▶ Task item
The expected output is each line below containing "linejoin", copied in full.

------ Provided records ------

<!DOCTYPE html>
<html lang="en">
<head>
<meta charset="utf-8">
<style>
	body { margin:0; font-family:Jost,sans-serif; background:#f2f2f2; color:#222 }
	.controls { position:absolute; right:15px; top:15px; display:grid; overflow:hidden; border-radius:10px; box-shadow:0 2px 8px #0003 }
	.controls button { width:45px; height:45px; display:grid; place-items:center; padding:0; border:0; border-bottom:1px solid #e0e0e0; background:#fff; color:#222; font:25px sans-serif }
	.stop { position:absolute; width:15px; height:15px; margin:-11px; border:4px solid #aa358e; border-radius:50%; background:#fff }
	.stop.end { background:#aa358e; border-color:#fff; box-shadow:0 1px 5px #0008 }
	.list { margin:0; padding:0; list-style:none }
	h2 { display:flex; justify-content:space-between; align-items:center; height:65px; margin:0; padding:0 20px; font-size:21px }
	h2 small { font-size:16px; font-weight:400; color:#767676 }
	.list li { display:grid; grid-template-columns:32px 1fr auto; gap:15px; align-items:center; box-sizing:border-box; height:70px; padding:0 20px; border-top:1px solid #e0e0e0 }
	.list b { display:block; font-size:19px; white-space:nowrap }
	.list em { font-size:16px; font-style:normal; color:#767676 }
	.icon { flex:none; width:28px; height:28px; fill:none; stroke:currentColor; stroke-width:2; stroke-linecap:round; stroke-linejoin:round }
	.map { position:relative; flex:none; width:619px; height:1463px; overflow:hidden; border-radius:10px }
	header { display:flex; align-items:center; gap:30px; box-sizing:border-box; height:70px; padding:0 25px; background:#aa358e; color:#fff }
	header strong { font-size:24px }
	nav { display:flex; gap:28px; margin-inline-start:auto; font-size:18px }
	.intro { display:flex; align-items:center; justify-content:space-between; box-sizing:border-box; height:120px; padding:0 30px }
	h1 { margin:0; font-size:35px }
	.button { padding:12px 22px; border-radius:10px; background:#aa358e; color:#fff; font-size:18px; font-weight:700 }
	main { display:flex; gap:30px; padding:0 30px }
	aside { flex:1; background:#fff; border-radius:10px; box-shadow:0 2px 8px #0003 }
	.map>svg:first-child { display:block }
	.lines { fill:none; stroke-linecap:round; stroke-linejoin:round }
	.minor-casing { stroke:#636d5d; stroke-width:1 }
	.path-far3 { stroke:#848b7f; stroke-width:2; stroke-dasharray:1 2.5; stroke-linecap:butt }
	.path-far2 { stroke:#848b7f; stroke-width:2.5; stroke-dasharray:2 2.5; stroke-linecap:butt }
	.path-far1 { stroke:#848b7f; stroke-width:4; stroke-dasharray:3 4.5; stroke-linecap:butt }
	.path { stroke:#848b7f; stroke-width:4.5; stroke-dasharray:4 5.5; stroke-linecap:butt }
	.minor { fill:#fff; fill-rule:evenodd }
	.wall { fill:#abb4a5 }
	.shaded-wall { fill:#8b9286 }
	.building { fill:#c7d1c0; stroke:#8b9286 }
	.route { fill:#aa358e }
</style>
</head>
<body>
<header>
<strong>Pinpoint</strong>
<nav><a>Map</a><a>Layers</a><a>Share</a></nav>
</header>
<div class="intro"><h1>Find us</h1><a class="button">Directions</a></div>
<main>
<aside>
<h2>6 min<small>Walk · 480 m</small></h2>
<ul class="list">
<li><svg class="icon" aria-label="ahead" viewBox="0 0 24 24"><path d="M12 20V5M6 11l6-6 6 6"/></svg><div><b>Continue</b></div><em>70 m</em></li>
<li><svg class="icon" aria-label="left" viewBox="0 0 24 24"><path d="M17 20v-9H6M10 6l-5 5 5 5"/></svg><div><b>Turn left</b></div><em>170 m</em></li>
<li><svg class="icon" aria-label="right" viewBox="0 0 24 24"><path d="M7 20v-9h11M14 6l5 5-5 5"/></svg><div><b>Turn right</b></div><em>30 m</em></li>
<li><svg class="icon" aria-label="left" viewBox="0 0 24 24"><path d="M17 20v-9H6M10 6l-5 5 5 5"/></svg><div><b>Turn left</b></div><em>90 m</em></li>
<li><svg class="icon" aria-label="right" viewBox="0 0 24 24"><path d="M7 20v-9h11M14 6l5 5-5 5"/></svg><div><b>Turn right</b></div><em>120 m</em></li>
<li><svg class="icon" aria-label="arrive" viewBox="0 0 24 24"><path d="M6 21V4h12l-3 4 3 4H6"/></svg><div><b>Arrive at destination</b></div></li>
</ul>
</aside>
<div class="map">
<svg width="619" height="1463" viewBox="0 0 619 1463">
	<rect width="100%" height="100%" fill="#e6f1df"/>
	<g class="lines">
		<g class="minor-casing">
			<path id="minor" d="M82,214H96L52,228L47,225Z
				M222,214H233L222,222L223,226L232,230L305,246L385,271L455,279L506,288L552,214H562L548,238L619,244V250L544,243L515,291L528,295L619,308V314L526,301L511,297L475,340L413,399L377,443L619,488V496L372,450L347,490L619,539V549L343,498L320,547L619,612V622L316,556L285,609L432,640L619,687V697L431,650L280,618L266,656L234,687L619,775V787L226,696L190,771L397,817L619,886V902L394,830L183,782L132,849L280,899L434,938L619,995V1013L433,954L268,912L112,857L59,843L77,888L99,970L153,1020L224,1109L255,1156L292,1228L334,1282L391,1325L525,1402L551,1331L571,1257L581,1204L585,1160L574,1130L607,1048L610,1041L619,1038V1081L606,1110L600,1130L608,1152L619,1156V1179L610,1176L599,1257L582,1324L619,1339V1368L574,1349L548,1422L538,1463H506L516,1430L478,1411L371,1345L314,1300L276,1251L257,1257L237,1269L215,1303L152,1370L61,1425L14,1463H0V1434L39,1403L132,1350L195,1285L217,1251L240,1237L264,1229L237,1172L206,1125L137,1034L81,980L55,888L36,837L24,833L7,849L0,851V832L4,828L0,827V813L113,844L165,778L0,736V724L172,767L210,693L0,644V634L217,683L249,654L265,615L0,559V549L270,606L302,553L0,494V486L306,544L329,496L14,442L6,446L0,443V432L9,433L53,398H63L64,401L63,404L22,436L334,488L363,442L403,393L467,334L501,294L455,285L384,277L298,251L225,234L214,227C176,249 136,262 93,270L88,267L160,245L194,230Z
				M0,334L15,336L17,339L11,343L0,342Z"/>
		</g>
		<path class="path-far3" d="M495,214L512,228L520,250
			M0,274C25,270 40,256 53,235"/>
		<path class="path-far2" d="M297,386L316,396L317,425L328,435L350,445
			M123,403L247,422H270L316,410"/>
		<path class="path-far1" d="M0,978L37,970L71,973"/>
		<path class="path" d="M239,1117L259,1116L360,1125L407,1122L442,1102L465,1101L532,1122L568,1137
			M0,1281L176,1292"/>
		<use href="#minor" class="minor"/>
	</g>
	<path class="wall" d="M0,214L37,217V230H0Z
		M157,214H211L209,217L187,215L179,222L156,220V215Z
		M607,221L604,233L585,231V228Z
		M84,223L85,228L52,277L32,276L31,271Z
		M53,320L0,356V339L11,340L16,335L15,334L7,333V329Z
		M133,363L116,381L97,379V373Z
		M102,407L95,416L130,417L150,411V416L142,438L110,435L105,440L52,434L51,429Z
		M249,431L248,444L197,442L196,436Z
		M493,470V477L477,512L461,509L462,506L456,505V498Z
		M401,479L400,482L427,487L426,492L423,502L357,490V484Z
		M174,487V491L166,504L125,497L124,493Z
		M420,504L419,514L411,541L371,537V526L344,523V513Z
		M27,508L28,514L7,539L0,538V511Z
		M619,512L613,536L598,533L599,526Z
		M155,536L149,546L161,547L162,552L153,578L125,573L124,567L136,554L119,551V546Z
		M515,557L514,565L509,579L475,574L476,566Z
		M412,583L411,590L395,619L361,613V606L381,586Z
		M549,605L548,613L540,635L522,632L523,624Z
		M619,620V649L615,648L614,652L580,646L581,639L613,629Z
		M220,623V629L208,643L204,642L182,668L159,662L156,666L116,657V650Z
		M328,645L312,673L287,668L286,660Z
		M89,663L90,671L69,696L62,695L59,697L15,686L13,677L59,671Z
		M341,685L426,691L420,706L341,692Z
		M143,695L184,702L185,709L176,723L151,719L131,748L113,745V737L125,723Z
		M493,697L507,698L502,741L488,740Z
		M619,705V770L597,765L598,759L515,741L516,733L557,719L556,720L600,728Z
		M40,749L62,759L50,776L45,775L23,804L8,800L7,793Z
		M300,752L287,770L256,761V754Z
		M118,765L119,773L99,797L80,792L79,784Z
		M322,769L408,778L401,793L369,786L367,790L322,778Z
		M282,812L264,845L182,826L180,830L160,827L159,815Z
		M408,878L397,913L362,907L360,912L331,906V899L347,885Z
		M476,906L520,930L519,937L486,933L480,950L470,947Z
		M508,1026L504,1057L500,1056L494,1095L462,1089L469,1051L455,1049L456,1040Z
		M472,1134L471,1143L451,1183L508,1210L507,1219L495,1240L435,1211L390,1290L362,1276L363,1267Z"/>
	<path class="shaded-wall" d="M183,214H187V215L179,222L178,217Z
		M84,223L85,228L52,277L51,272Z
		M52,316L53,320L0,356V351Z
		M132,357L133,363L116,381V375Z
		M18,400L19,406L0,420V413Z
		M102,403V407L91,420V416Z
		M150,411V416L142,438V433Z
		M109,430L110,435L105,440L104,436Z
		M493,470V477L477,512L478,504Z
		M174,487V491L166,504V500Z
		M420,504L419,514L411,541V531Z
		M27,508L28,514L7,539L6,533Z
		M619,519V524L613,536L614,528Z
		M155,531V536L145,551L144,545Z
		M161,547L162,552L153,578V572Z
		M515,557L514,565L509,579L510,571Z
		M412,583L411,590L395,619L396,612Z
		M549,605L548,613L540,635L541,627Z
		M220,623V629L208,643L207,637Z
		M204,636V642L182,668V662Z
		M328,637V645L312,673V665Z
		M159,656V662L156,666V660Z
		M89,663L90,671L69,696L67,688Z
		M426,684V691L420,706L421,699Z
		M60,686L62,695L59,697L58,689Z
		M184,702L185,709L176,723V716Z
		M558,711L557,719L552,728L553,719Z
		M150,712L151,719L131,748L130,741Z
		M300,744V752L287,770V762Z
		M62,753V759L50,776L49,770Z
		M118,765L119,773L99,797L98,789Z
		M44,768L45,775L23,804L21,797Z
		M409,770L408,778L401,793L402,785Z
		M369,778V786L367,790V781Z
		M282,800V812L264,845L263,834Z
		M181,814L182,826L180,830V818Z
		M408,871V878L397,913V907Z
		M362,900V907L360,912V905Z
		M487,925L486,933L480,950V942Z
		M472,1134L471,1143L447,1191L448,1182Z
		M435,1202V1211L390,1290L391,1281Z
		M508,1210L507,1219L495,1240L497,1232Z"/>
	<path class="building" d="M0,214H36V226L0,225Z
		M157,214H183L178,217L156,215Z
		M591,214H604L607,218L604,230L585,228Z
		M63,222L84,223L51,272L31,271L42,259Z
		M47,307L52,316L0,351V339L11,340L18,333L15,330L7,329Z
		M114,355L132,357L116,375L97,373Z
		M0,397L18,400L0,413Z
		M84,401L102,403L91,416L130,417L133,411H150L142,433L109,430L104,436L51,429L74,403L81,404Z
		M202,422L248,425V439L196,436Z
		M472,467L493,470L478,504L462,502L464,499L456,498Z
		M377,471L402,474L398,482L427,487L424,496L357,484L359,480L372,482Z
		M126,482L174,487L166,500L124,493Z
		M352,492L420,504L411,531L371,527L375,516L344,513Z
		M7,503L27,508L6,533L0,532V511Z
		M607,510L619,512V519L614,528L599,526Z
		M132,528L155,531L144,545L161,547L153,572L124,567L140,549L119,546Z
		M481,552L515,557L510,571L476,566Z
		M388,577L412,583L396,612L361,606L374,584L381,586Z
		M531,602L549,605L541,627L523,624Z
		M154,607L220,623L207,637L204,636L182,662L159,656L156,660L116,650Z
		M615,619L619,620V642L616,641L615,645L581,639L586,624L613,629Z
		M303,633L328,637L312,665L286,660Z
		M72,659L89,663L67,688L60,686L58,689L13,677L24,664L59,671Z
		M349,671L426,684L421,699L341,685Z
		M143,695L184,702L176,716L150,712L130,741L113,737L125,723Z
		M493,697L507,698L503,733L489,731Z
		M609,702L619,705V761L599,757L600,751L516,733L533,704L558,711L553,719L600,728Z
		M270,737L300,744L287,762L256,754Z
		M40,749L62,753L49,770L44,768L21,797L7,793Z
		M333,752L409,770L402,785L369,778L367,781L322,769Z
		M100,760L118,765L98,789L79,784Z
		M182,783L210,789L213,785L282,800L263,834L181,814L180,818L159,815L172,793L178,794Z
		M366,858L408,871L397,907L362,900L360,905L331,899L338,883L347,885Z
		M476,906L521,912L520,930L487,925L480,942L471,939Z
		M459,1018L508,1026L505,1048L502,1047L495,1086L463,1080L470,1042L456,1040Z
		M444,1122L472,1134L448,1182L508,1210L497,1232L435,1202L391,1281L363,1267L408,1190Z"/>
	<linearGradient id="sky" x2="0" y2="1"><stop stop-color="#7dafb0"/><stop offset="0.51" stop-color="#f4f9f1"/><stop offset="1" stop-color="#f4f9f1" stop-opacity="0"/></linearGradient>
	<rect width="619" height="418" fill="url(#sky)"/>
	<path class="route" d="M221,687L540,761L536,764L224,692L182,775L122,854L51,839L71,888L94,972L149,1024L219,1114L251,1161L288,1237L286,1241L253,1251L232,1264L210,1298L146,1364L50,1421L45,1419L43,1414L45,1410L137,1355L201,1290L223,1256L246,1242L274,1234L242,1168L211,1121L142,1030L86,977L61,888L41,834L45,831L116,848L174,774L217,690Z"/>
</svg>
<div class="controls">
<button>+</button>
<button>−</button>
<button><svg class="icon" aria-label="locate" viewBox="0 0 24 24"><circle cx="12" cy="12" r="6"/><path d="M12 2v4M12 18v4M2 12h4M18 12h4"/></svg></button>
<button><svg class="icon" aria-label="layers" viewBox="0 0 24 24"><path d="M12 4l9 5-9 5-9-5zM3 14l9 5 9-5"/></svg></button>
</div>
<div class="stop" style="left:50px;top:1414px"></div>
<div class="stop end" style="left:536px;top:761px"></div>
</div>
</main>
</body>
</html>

------

▶ Task solution
	.icon { flex:none; width:28px; height:28px; fill:none; stroke:currentColor; stroke-width:2; stroke-linecap:round; stroke-linejoin:round }
	.lines { fill:none; stroke-linecap:round; stroke-linejoin:round }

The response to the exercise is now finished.